··· Given records

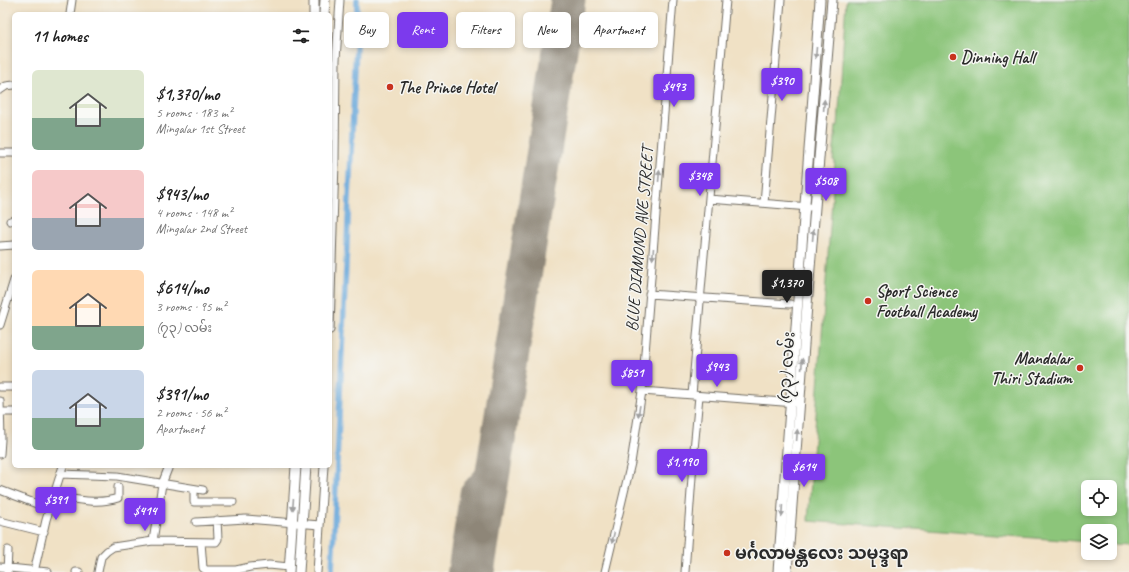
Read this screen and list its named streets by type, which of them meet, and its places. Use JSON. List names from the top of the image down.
{
  "streets": {
    "main road": ["(၇၃) လမ်း"],
    "street": ["BLUE DIAMOND AVE STREET"]
  },
  "places": [
    "Dinning Hall",
    "The Prince Hotel",
    "Sport Science Football Academy",
    "Mandalar Thiri Stadium",
    "မင်္ဂလာမန္တလေး သမုဒ္ဒရာ"
  ],
  "page": {
    "chip": [
      "Buy",
      "Rent",
      "Filters",
      "New",
      "Apartment"
    ],
    "heading": "11 homes",
    "list": [
      {
        "name": "$1,370/mo",
        "note": "5 rooms · 183 m² · Mingalar 1st Street"
      },
      {
        "name": "$943/mo",
        "note": "4 rooms · 148 m² · Mingalar 2nd Street"
      },
      {
        "name": "$614/mo",
        "note": "3 rooms · 95 m² · (၇၃) လမ်း"
      },
      {
        "name": "$391/mo",
        "note": "2 rooms · 56 m² · Apartment"
      }
    ],
    "price": [
      "$390",
      "$493",
      "$348",
      "$508",
      "$1,370",
      "$943",
      "$851",
      "$1,190",
      "$614",
      "$391",
      "$414"
    ]
  }
}
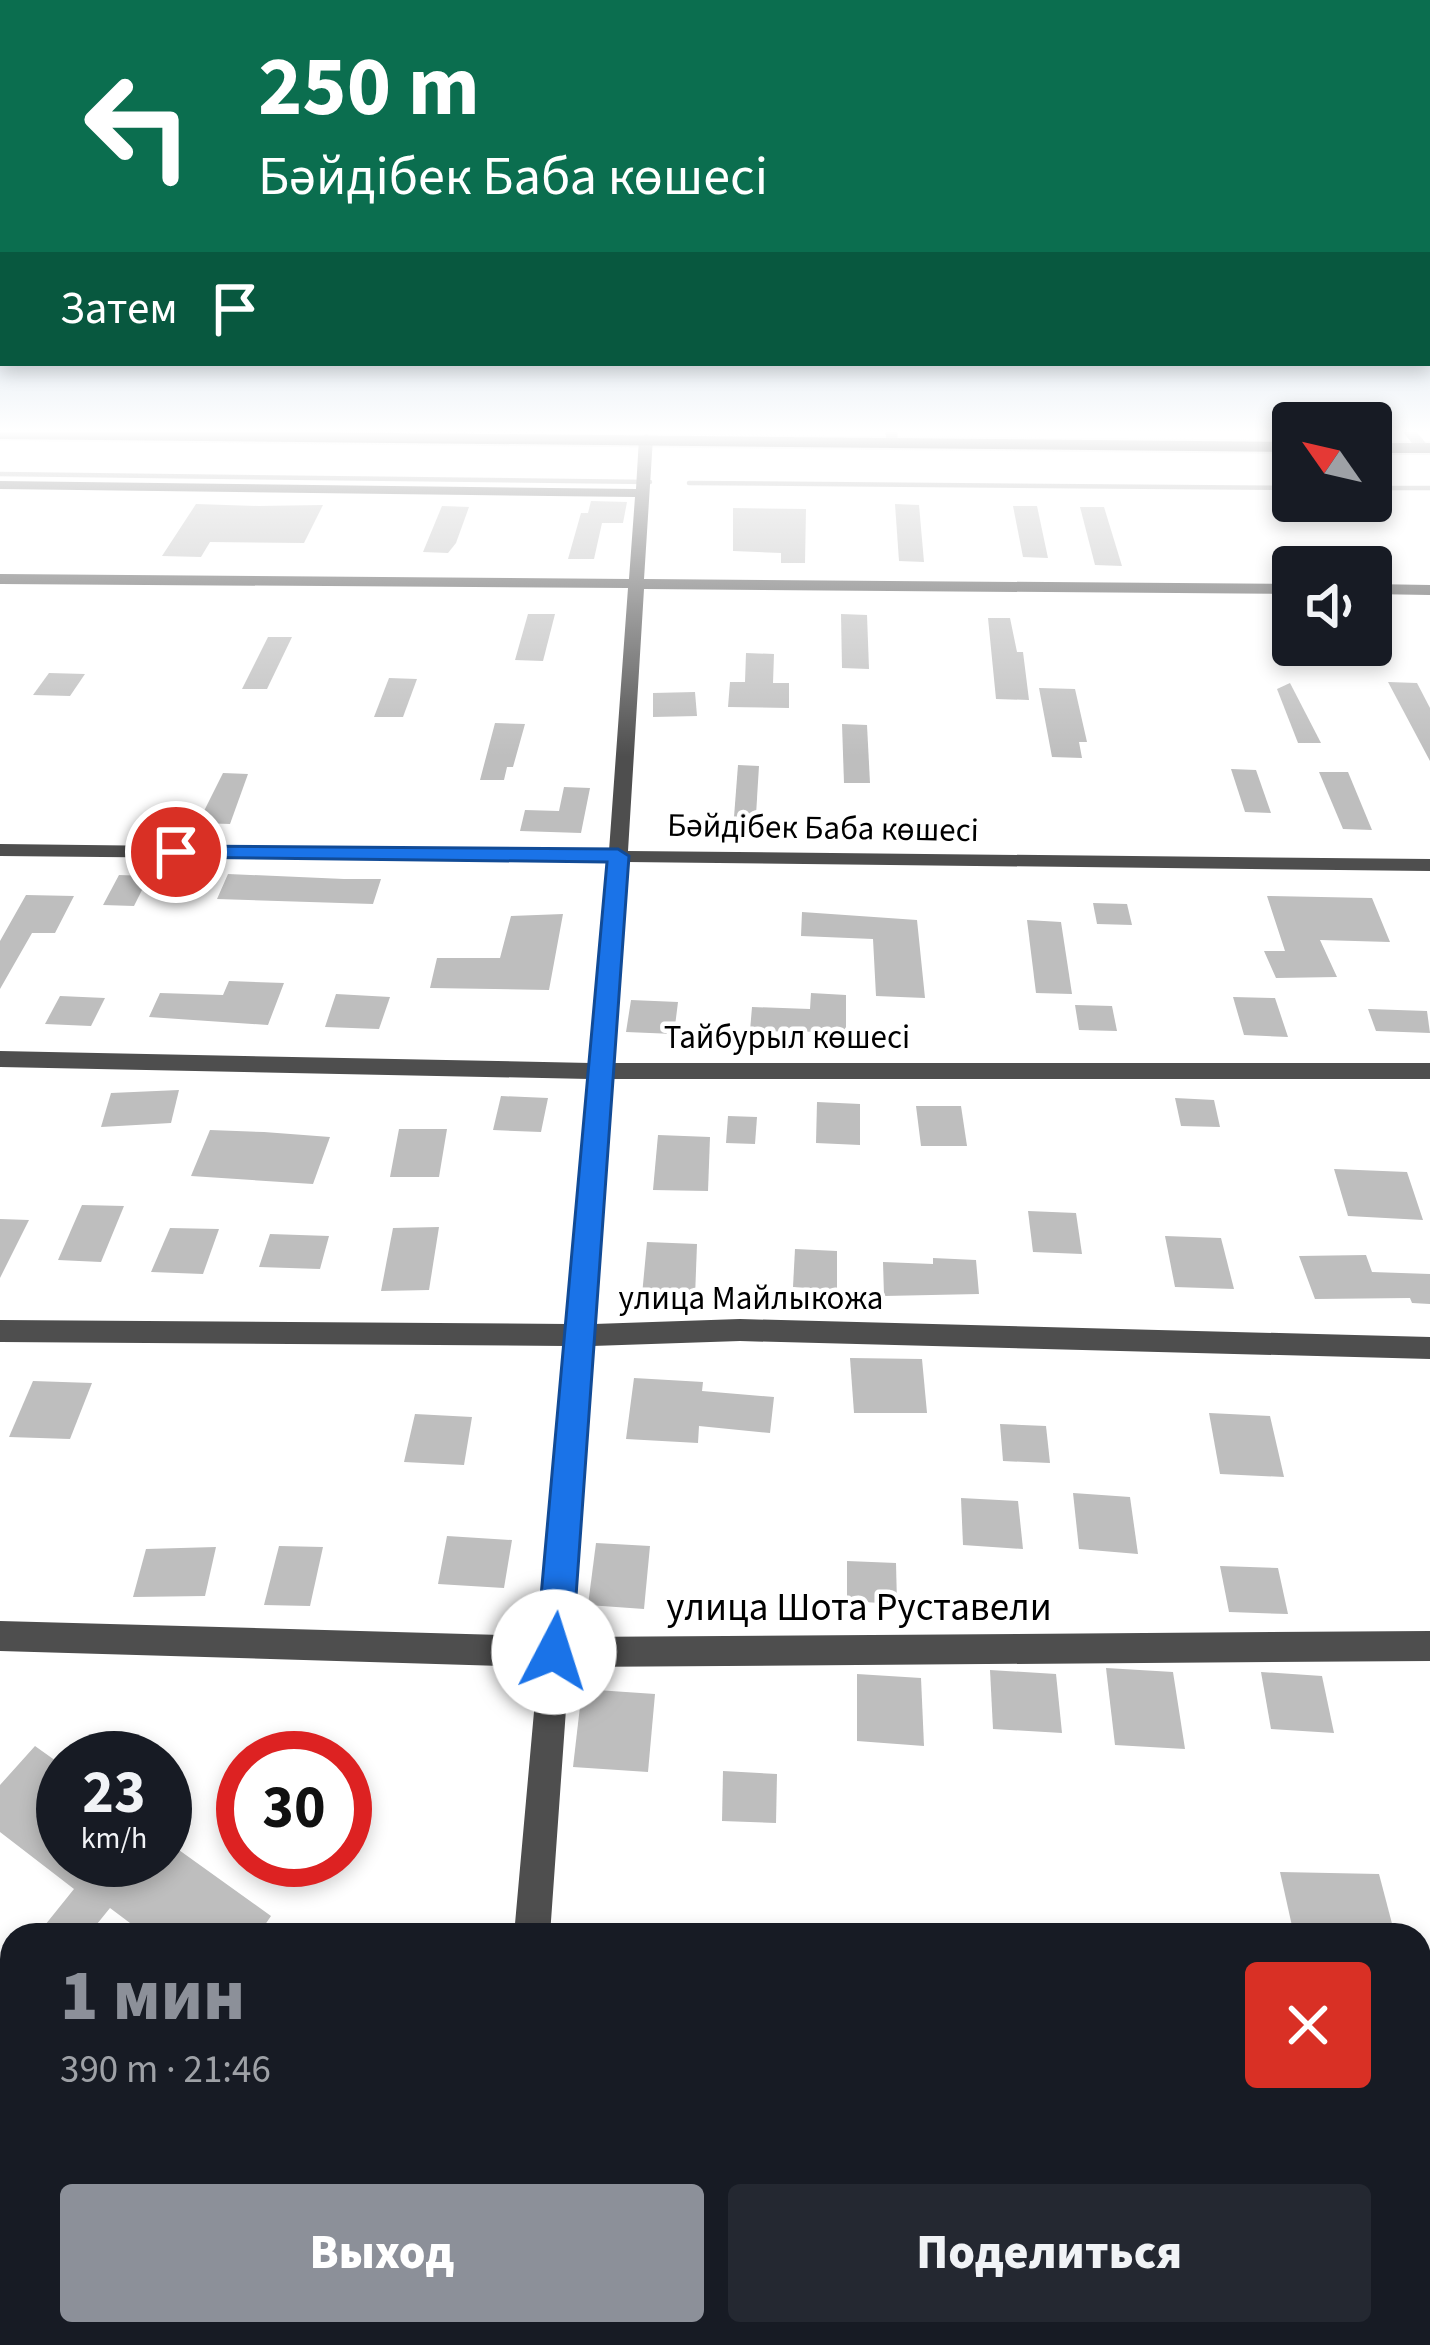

······

• [Work required]:
Which lines in the records contain the word "rooms"? Copy each one.

• [Answer box]:
        "note": "5 rooms · 183 m² · Mingalar 1st Street"
        "note": "4 rooms · 148 m² · Mingalar 2nd Street"
        "note": "3 rooms · 95 m² · (၇၃) လမ်း"
        "note": "2 rooms · 56 m² · Apartment"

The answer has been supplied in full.